Cependant, le monde dans lequel nous vivons est beaucoup plus complexe que celui d’avant – l’écart entre riches et pauvres ne fait qu’augmenter et il serait donc illusoire de croire que la gratuité de l’enseignement supérieur public suffirait en elle-même de pallier les inégalités. Contrairement à Pravind Jugnauth, qui présente la gratuité à l’université comme la panacée, force est de constater que cette mesure ne changera pas grand-chose aux perspectives d’avenir d’une très grande partie de la population : pour commencer, la gratuité rend-elle l’université plus accessible aux jeunes des milieux modestes ?

Taux de réussite au HSC

Plus de 25 % de collégiens échouent au Higher School Certificate (HSC), et donc ne satisfont pas les critères d’admission pour entrer à l’université.

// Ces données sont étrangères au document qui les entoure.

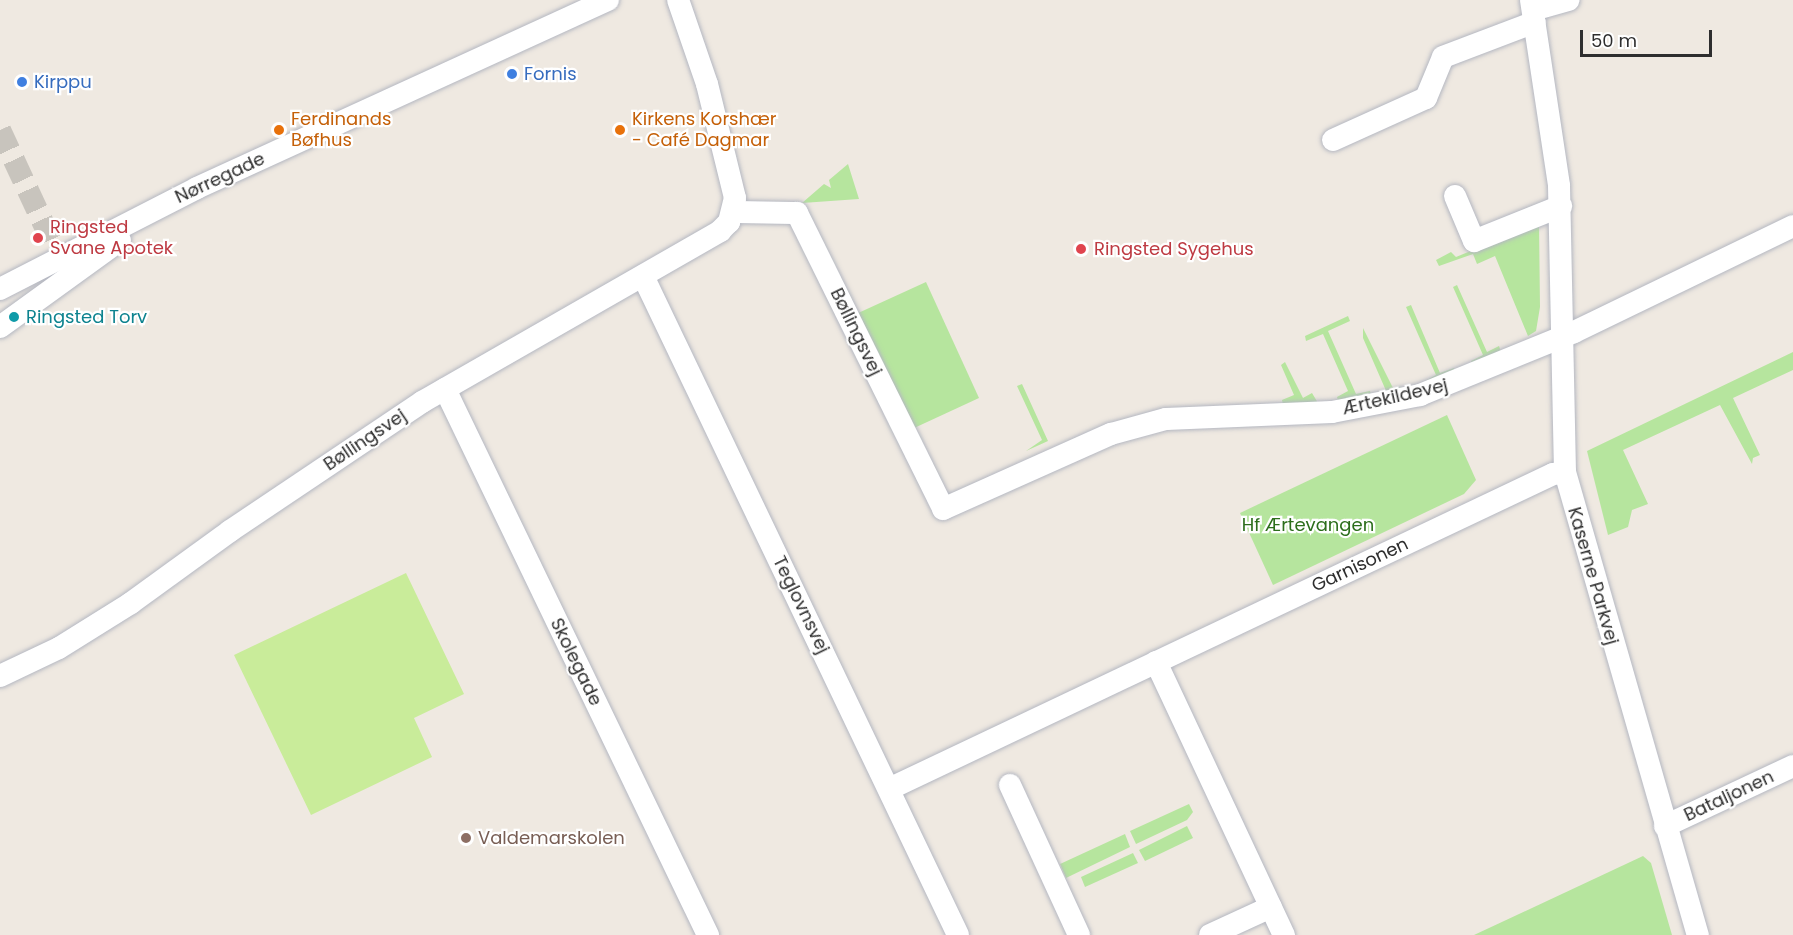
<!DOCTYPE html>
<meta charset="utf-8">
<style>
body{margin:0}
#map{position:relative;width:1793px;height:935px;overflow:hidden;background:#efe9e1;font-family:Poppins,sans-serif}
div>[style]{position:absolute}
.green>*{inset:0;background:#b6e59e}
.pitch>*{inset:0;background:#c9ec9a}
.minor-tunnel>*{height:22px;margin-top:-11px;transform-origin:0;background:repeating-linear-gradient(90deg,#c8c4bd 0 22px,transparent 0 33px)}
.roads{filter:drop-shadow(0 0 2px #b4b7c1) drop-shadow(0 0 2px #b4b7c1)}
.minor>*{height:22px;margin:-11px;padding:0 11px;transform-origin:11px;border-radius:11px;background:#fff}
.dots>*{width:16px;height:16px;translate:-50% -50%;box-sizing:border-box;border:3px solid #fff;border-radius:50%}
span{translate:-50% -50%;white-space:nowrap;text-align:center;line-height:1.15;-webkit-text-stroke:4.5px #fff;paint-order:stroke}
.shop-label{font-size:18px;color:#366cbe}
.left{translate:0 -50%;text-align:left}
.food-label{font-size:18px;color:#c56008}
.street-label{font-size:18px;color:#2e2e2e}
.health-label{font-size:18px;color:#be3a42}
.culture-label{font-size:18px;color:#0d838f}
.park-label{font-size:18px;color:#2c6e1b}
.education-label{font-size:18px;color:#785e54}
.scale{position:absolute;left:1580px;top:30px;width:132px;height:27px;box-sizing:border-box;border:3px solid #2e2e2e;border-top:0;padding-left:8px;font-size:18px;line-height:21px;white-space:nowrap;color:#2e2e2e;-webkit-text-stroke:4px #fff;paint-order:stroke}
</style>
<div id="map">
<div class="green">
<div style="clip-path:polygon(848px 164px,859px 199px,802px 203px,824px 184px,831px 188px,829px 180px)"></div>
<div style="clip-path:polygon(1539px 223px,1540px 307px,1536px 331px,1528px 336px,1495px 256px,1477px 264px,1473px 254px,1439px 266px,1436px 260px,1451px 252px,1456px 257px)"></div>
<div style="clip-path:polygon(926px 282px,979px 398px,912px 429px,856px 314px)"></div>
<div style="clip-path:polygon(1457px 285px,1487px 352px,1499px 346px,1501px 352px,1473px 365px,1471px 361px,1483px 355px,1453px 287px)"></div>
<div style="clip-path:polygon(1411px 305px,1440px 373px,1454px 368px,1455px 372px,1425px 381px,1436px 375px,1406px 307px)"></div>
<div style="clip-path:polygon(1348px 316px,1350px 321px,1328px 331px,1356px 394px,1370px 391px,1371px 395px,1338px 401px,1337px 397px,1348px 391px,1323px 334px,1306px 341px,1305px 336px)"></div>
<div style="clip-path:polygon(1363px 328px,1393px 388px,1405px 387px,1387px 393px,1363px 338px)"></div>
<div style="clip-path:polygon(1793px 352px,1793px 370px,1733px 398px,1760px 455px,1753px 458px,1752px 464px,1720px 405px,1623px 450px,1648px 504px,1632px 510px,1628px 527px,1608px 535px,1587px 451px)"></div>
<div style="clip-path:polygon(1285px 362px,1303px 398px,1312px 393px,1318px 403px,1283px 405px,1282px 400px,1294px 395px,1281px 365px)"></div>
<div style="clip-path:polygon(1022px 384px,1048px 441px,1026px 451px,1042px 440px,1017px 386px)"></div>
<div style="clip-path:polygon(1447px 415px,1476px 480px,1464px 494px,1273px 585px,1240px 513px)"></div>
<div style="clip-path:polygon(1189px 804px,1193px 812px,1187px 820px,1136px 844px,1130px 831px)"></div>
<div style="clip-path:polygon(1187px 826px,1193px 838px,1145px 861px,1139px 850px)"></div>
<div style="clip-path:polygon(1125px 834px,1130px 847px,1066px 878px,1060px 864px)"></div>
<div style="clip-path:polygon(1133px 853px,1138px 863px,1085px 887px,1081px 877px)"></div>
<div style="clip-path:polygon(1643px 856px,1651px 863px,1672px 935px,1474px 935px)"></div>
</div>
<div class="pitch">
<div style="clip-path:polygon(406px 573px,464px 694px,414px 718px,432px 757px,311px 815px,234px 655px)"></div>
</div>
<div class="minor-tunnel">
<div style="left:0;top:130px;width:126px;rotate:65.1deg"></div>
</div>
<div class="roads">
<div class="minor">
<div style="left:1531px;top:0;width:188px;rotate:81.4deg"></div>
<div style="left:1559px;top:186px;width:286px;rotate:88.8deg"></div>
<div style="left:1565px;top:472px;width:482px;rotate:74deg"></div>
<div style="left:1533px;top:10px;width:37px;rotate:-16deg"></div>
<div style="left:1333px;top:140px;width:102px;rotate:-24.3deg"></div>
<div style="left:1426px;top:98px;width:44px;rotate:-67.5deg"></div>
<div style="left:1443px;top:57px;width:98px;rotate:-20.8deg"></div>
<div style="left:1455px;top:196px;width:49px;rotate:67.1deg"></div>
<div style="left:1474px;top:241px;width:94px;rotate:-21.9deg"></div>
<div style="left:733px;top:212px;width:64px;rotate:0.9deg"></div>
<div style="left:797px;top:213px;width:330px;rotate:63.7deg"></div>
<div style="left:943px;top:509px;width:184px;rotate:-24.1deg"></div>
<div style="left:1111px;top:434px;width:57px;rotate:-15.3deg"></div>
<div style="left:1166px;top:419px;width:166px;rotate:-2.4deg"></div>
<div style="left:1332px;top:412px;width:90px;rotate:-10.9deg"></div>
<div style="left:1420px;top:395px;width:166px;rotate:-22.2deg"></div>
<div style="left:1574px;top:332px;width:243px;rotate:-25.8deg"></div>
<div style="left:643px;top:276px;width:730px;rotate:64.45deg"></div>
<div style="left:0;top:289px;width:221px;rotate:-27.1deg"></div>
<div style="left:197px;top:188px;width:452px;rotate:-24.6deg"></div>
<div style="left:0;top:327px;width:148px;rotate:-35.9deg"></div>
<div style="left:445px;top:389px;width:606px;rotate:64.28deg"></div>
<div style="left:1156px;top:662px;width:302px;rotate:64.9deg"></div>
<div style="left:0;top:676px;width:65px;rotate:-25.4deg"></div>
<div style="left:59px;top:648px;width:85px;rotate:-32deg"></div>
<div style="left:131px;top:603px;width:122px;rotate:-36deg"></div>
<div style="left:230px;top:531px;width:231px;rotate:-33.9deg"></div>
<div style="left:422px;top:402px;width:344px;rotate:-29.8deg"></div>
<div style="left:720px;top:231px;width:13px;rotate:-45deg"></div>
<div style="left:729px;top:222px;width:25px;rotate:-76deg"></div>
<div style="left:735px;top:198px;width:117px;rotate:-103.8deg"></div>
<div style="left:707px;top:84px;width:89px;rotate:-109deg"></div>
<div style="left:1010px;top:785px;width:165px;rotate:65.3deg"></div>
<div style="left:889px;top:789px;width:735px;rotate:-25.38deg"></div>
<div style="left:1553px;top:474px;width:12px;rotate:-9deg"></div>
<div style="left:1665px;top:826px;width:141px;rotate:-25.1deg"></div>
<div style="left:1210px;top:935px;width:67px;rotate:-24.7deg"></div>
</div>
</div>
<div class="dots">
<div style="left:512px;top:74px;background:#3f7fe0"></div>
<div style="left:22px;top:82px;background:#3f7fe0"></div>
<div style="left:279px;top:130px;background:#e8710a"></div>
<div style="left:620px;top:130px;background:#e8710a"></div>
<div style="left:38px;top:238px;background:#e0444e"></div>
<div style="left:1081px;top:249px;background:#e0444e"></div>
<div style="left:14px;top:317px;background:#0f9aa8"></div>
<div style="left:466px;top:838px;background:#8d6e63"></div>
</div>
<div class="shop-label">
<span class="left" style="left:524px;top:74px">Fornis</span>
<span class="left" style="left:34px;top:82px">Kirppu</span>
</div>
<div class="food-label">
<span class="left" style="left:291px;top:130px">Ferdinands<br>Bøfhus</span>
<span class="left" style="left:632px;top:130px">Kirkens Korshær<br>- Café Dagmar</span>
</div>
<div class="street-label">
<span style="left:220px;top:178px;rotate:-25deg">Nørregade</span>
<span style="left:856px;top:332px;rotate:64deg">Bøllingsvej</span>
<span style="left:1395px;top:397px;rotate:-13deg">Ærtekildevej</span>
<span style="left:365px;top:440px;rotate:-34deg">Bøllingsvej</span>
<span style="left:1360px;top:565px;rotate:-25deg">Garnisonen</span>
<span style="left:1593px;top:576px;rotate:74deg">Kaserne Parkvej</span>
<span style="left:801px;top:605px;rotate:64deg">Teglovnsvej</span>
<span style="left:576px;top:662px;rotate:64deg">Skolegade</span>
<span style="left:1729px;top:796px;rotate:-25deg">Bataljonen</span>
</div>
<div class="health-label">
<span class="left" style="left:50px;top:238px">Ringsted<br>Svane Apotek</span>
<span class="left" style="left:1094px;top:249px">Ringsted Sygehus</span>
</div>
<div class="culture-label">
<span class="left" style="left:26px;top:317px">Ringsted Torv</span>
</div>
<div class="park-label">
<span style="left:1308px;top:525px">Hf Ærtevangen</span>
</div>
<div class="education-label">
<span class="left" style="left:478px;top:838px">Valdemarskolen</span>
</div>
<div class="scale">50 m</div>
</div>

Nous parlons de statistiques nationales alors que dans certains collèges le pourcentage de réussite peine à atteindre les 40 %. Nos politiques démagogues utilisent à satiété le mot «gratuit». Rien n’est gratuit. Ce sont les taxes publiques qui devront financer les dépenses additionnelles dans ce secteur.

On a tendance à oublier que les indigents, à travers la TVA par exemple, paient aussi les taxes. Ils vont donc indirectement casquer afin de financer des services auxquels ils n’auront pas accès. N’aurait-il pas été plus judicieux d’investir davantage dans l’éducation secondaire, afin de lutter efficacement contre le décrochage scolaire ?

Nine-Year Schooling et décrochage scolaire

Afin d’augmenter les chances de ceux en situation d’échec de compléter leurs études secondaires, le Nine-Year Schooling préconise que ces collégiens prennent quatre ans au lieu de trois ans (extended stream) avant de passer l’examen national en Grade  9. Cependant, les enseignants en contact avec ces collégiens déplorent le fait qu’un grand nombre d’entre eux arrive à peine à écrire leur nom ! Cette stratégie est-elle alors pédagogiquement viable ?

Rien n’est moins sûr, à moins que la ministre de l’Éducation, enseignante de carrière, se mette en disponibilité pendant un mois, aille sur le terrain afin de galvaniser ses troupes et démontrer que grâce au savoir-faire et à l’assiduité de l’enseignant on peut arriver à des résultats probants ! À un moment où la drogue devient une urgence nationale, il ne faudrait pas oublier que les chances de tomber dans la délinquance sont décuplées quand on décroche prématurément de l’école ! Il faudrait donc faire dans la prévention en investissant beaucoup dans ce domaine.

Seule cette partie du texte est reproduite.